● **Goal of the exercise**
The full listing should be set down exactly as it reads.

-- Supplied material follows --

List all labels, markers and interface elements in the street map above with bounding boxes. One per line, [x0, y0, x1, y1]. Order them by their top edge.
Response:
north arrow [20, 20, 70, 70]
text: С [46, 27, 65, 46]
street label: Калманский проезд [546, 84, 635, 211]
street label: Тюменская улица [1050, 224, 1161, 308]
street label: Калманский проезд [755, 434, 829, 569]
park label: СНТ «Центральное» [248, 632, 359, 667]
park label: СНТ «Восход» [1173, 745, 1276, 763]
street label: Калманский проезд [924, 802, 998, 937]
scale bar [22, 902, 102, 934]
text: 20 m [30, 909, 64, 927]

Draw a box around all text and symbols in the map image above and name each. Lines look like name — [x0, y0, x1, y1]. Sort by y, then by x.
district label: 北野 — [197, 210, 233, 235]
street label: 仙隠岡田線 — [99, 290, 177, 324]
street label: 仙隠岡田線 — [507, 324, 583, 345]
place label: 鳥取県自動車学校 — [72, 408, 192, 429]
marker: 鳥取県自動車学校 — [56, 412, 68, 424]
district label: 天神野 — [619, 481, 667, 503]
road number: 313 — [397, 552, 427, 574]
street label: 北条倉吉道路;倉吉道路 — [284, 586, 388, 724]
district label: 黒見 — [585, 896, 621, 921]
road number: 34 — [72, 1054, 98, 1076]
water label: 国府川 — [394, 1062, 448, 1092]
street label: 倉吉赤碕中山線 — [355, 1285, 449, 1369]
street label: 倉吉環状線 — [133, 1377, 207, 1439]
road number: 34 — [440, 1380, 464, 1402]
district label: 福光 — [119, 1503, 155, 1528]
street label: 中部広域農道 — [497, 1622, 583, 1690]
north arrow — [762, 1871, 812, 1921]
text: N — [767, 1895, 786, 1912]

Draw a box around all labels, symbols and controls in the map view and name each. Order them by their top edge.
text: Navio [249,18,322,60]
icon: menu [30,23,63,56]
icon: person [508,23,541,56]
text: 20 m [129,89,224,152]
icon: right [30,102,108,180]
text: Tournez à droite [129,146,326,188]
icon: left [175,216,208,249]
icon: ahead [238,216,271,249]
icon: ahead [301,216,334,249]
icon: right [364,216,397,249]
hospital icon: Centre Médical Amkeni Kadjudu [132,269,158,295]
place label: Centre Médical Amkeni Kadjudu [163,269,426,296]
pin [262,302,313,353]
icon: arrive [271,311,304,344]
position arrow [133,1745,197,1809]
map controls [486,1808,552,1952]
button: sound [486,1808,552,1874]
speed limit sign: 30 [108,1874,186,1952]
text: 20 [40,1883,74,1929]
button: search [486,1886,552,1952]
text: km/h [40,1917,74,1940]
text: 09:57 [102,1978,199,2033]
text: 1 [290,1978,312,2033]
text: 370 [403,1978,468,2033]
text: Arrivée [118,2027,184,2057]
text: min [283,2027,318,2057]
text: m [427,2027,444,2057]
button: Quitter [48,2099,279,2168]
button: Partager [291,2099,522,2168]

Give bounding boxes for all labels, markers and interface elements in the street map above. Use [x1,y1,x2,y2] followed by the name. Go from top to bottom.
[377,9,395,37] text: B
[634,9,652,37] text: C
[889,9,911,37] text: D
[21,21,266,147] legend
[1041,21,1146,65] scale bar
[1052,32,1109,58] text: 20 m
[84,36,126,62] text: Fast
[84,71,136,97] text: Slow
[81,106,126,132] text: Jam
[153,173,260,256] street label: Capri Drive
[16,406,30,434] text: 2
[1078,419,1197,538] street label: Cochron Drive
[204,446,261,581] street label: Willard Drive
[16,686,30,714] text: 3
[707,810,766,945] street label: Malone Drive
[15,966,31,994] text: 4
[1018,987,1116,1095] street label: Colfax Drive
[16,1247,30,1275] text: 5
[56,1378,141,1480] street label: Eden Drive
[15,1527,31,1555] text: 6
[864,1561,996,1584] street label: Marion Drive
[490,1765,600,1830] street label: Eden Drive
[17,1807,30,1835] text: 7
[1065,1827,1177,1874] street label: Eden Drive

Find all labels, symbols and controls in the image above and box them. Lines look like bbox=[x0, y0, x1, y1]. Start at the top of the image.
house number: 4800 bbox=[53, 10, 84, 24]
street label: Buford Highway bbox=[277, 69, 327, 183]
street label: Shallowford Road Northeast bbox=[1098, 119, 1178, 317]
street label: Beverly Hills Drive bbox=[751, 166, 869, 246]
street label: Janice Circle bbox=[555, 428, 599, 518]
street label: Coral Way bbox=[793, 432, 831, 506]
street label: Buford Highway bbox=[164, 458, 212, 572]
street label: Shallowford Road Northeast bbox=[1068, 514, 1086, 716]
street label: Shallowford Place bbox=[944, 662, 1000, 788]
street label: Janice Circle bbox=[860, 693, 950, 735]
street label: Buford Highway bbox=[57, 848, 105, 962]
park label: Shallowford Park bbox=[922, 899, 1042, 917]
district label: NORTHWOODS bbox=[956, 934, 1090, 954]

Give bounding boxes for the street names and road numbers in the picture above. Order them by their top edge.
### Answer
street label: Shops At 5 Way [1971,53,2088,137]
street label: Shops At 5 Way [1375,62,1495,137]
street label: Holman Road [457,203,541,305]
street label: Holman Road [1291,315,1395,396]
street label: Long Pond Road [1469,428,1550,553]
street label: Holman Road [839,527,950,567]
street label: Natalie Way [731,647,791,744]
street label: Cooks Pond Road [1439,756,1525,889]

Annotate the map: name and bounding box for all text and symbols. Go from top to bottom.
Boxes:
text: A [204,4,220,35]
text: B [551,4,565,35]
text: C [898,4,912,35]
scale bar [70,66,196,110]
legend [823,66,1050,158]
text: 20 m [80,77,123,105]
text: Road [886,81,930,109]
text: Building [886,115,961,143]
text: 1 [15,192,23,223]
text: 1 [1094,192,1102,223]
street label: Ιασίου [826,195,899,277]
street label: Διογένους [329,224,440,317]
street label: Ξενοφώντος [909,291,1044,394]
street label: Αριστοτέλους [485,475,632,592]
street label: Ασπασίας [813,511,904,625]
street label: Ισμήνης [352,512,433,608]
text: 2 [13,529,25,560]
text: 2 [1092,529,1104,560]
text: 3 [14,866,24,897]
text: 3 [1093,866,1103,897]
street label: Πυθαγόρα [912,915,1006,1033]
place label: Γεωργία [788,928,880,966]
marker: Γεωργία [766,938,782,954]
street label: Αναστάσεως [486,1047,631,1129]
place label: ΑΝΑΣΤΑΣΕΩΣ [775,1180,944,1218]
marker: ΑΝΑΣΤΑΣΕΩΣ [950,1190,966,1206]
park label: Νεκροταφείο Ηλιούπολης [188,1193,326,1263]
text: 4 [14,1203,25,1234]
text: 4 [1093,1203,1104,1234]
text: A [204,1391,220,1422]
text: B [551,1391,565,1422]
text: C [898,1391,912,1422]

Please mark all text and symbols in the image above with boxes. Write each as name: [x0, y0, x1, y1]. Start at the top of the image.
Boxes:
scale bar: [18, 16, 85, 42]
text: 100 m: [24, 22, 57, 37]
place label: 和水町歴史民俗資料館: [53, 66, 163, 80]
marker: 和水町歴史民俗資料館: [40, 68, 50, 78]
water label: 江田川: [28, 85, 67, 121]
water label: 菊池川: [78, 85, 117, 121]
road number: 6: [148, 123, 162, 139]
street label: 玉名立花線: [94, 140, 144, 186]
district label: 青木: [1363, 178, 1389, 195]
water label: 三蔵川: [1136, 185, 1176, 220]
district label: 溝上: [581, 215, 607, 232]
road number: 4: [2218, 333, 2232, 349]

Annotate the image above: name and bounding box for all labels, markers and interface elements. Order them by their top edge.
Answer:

-- Supplied material concluded --

● **Exercise solution**
List all labels, markers and interface elements in the street map above with bounding boxes. One per line, [x0, y0, x1, y1]. Order them by their top edge.
Response:
north arrow [20, 20, 70, 70]
text: С [46, 27, 65, 46]
street label: Калманский проезд [546, 84, 635, 211]
street label: Тюменская улица [1050, 224, 1161, 308]
street label: Калманский проезд [755, 434, 829, 569]
park label: СНТ «Центральное» [248, 632, 359, 667]
park label: СНТ «Восход» [1173, 745, 1276, 763]
street label: Калманский проезд [924, 802, 998, 937]
scale bar [22, 902, 102, 934]
text: 20 m [30, 909, 64, 927]

Draw a box around all text and symbols in the map image above and name each. Lines look like name — [x0, y0, x1, y1]. Sort by y, then by x.
district label: 北野 — [197, 210, 233, 235]
street label: 仙隠岡田線 — [99, 290, 177, 324]
street label: 仙隠岡田線 — [507, 324, 583, 345]
place label: 鳥取県自動車学校 — [72, 408, 192, 429]
marker: 鳥取県自動車学校 — [56, 412, 68, 424]
district label: 天神野 — [619, 481, 667, 503]
road number: 313 — [397, 552, 427, 574]
street label: 北条倉吉道路;倉吉道路 — [284, 586, 388, 724]
district label: 黒見 — [585, 896, 621, 921]
road number: 34 — [72, 1054, 98, 1076]
water label: 国府川 — [394, 1062, 448, 1092]
street label: 倉吉赤碕中山線 — [355, 1285, 449, 1369]
street label: 倉吉環状線 — [133, 1377, 207, 1439]
road number: 34 — [440, 1380, 464, 1402]
district label: 福光 — [119, 1503, 155, 1528]
street label: 中部広域農道 — [497, 1622, 583, 1690]
north arrow — [762, 1871, 812, 1921]
text: N — [767, 1895, 786, 1912]

Draw a box around all labels, symbols and controls in the map view and name each. Order them by their top edge.
text: Navio [249,18,322,60]
icon: menu [30,23,63,56]
icon: person [508,23,541,56]
text: 20 m [129,89,224,152]
icon: right [30,102,108,180]
text: Tournez à droite [129,146,326,188]
icon: left [175,216,208,249]
icon: ahead [238,216,271,249]
icon: ahead [301,216,334,249]
icon: right [364,216,397,249]
hospital icon: Centre Médical Amkeni Kadjudu [132,269,158,295]
place label: Centre Médical Amkeni Kadjudu [163,269,426,296]
pin [262,302,313,353]
icon: arrive [271,311,304,344]
position arrow [133,1745,197,1809]
map controls [486,1808,552,1952]
button: sound [486,1808,552,1874]
speed limit sign: 30 [108,1874,186,1952]
text: 20 [40,1883,74,1929]
button: search [486,1886,552,1952]
text: km/h [40,1917,74,1940]
text: 09:57 [102,1978,199,2033]
text: 1 [290,1978,312,2033]
text: 370 [403,1978,468,2033]
text: Arrivée [118,2027,184,2057]
text: min [283,2027,318,2057]
text: m [427,2027,444,2057]
button: Quitter [48,2099,279,2168]
button: Partager [291,2099,522,2168]

Give bounding boxes for all labels, markers and interface elements in the street map above. Use [x1,y1,x2,y2] followed by the name. Go from top to bottom.
[377,9,395,37] text: B
[634,9,652,37] text: C
[889,9,911,37] text: D
[21,21,266,147] legend
[1041,21,1146,65] scale bar
[1052,32,1109,58] text: 20 m
[84,36,126,62] text: Fast
[84,71,136,97] text: Slow
[81,106,126,132] text: Jam
[153,173,260,256] street label: Capri Drive
[16,406,30,434] text: 2
[1078,419,1197,538] street label: Cochron Drive
[204,446,261,581] street label: Willard Drive
[16,686,30,714] text: 3
[707,810,766,945] street label: Malone Drive
[15,966,31,994] text: 4
[1018,987,1116,1095] street label: Colfax Drive
[16,1247,30,1275] text: 5
[56,1378,141,1480] street label: Eden Drive
[15,1527,31,1555] text: 6
[864,1561,996,1584] street label: Marion Drive
[490,1765,600,1830] street label: Eden Drive
[17,1807,30,1835] text: 7
[1065,1827,1177,1874] street label: Eden Drive

Find all labels, symbols and controls in the image above and box them. Lines look like bbox=[x0, y0, x1, y1]. Start at the top of the image.
house number: 4800 bbox=[53, 10, 84, 24]
street label: Buford Highway bbox=[277, 69, 327, 183]
street label: Shallowford Road Northeast bbox=[1098, 119, 1178, 317]
street label: Beverly Hills Drive bbox=[751, 166, 869, 246]
street label: Janice Circle bbox=[555, 428, 599, 518]
street label: Coral Way bbox=[793, 432, 831, 506]
street label: Buford Highway bbox=[164, 458, 212, 572]
street label: Shallowford Road Northeast bbox=[1068, 514, 1086, 716]
street label: Shallowford Place bbox=[944, 662, 1000, 788]
street label: Janice Circle bbox=[860, 693, 950, 735]
street label: Buford Highway bbox=[57, 848, 105, 962]
park label: Shallowford Park bbox=[922, 899, 1042, 917]
district label: NORTHWOODS bbox=[956, 934, 1090, 954]

Give bounding boxes for the street names and road numbers in the picture above. Order them by their top edge.
### Answer
street label: Shops At 5 Way [1971,53,2088,137]
street label: Shops At 5 Way [1375,62,1495,137]
street label: Holman Road [457,203,541,305]
street label: Holman Road [1291,315,1395,396]
street label: Long Pond Road [1469,428,1550,553]
street label: Holman Road [839,527,950,567]
street label: Natalie Way [731,647,791,744]
street label: Cooks Pond Road [1439,756,1525,889]

Annotate the map: name and bounding box for all text and symbols. Go from top to bottom.
Boxes:
text: A [204,4,220,35]
text: B [551,4,565,35]
text: C [898,4,912,35]
scale bar [70,66,196,110]
legend [823,66,1050,158]
text: 20 m [80,77,123,105]
text: Road [886,81,930,109]
text: Building [886,115,961,143]
text: 1 [15,192,23,223]
text: 1 [1094,192,1102,223]
street label: Ιασίου [826,195,899,277]
street label: Διογένους [329,224,440,317]
street label: Ξενοφώντος [909,291,1044,394]
street label: Αριστοτέλους [485,475,632,592]
street label: Ασπασίας [813,511,904,625]
street label: Ισμήνης [352,512,433,608]
text: 2 [13,529,25,560]
text: 2 [1092,529,1104,560]
text: 3 [14,866,24,897]
text: 3 [1093,866,1103,897]
street label: Πυθαγόρα [912,915,1006,1033]
place label: Γεωργία [788,928,880,966]
marker: Γεωργία [766,938,782,954]
street label: Αναστάσεως [486,1047,631,1129]
place label: ΑΝΑΣΤΑΣΕΩΣ [775,1180,944,1218]
marker: ΑΝΑΣΤΑΣΕΩΣ [950,1190,966,1206]
park label: Νεκροταφείο Ηλιούπολης [188,1193,326,1263]
text: 4 [14,1203,25,1234]
text: 4 [1093,1203,1104,1234]
text: A [204,1391,220,1422]
text: B [551,1391,565,1422]
text: C [898,1391,912,1422]

Please mark all text and symbols in the image above with boxes. Write each as name: [x0, y0, x1, y1]. Start at the top of the image.
Boxes:
scale bar: [18, 16, 85, 42]
text: 100 m: [24, 22, 57, 37]
place label: 和水町歴史民俗資料館: [53, 66, 163, 80]
marker: 和水町歴史民俗資料館: [40, 68, 50, 78]
water label: 江田川: [28, 85, 67, 121]
water label: 菊池川: [78, 85, 117, 121]
road number: 6: [148, 123, 162, 139]
street label: 玉名立花線: [94, 140, 144, 186]
district label: 青木: [1363, 178, 1389, 195]
water label: 三蔵川: [1136, 185, 1176, 220]
district label: 溝上: [581, 215, 607, 232]
road number: 4: [2218, 333, 2232, 349]

Annotate the image above: name and bounding box for all labels, markers and interface elements. Order them by their top edge.
Answer:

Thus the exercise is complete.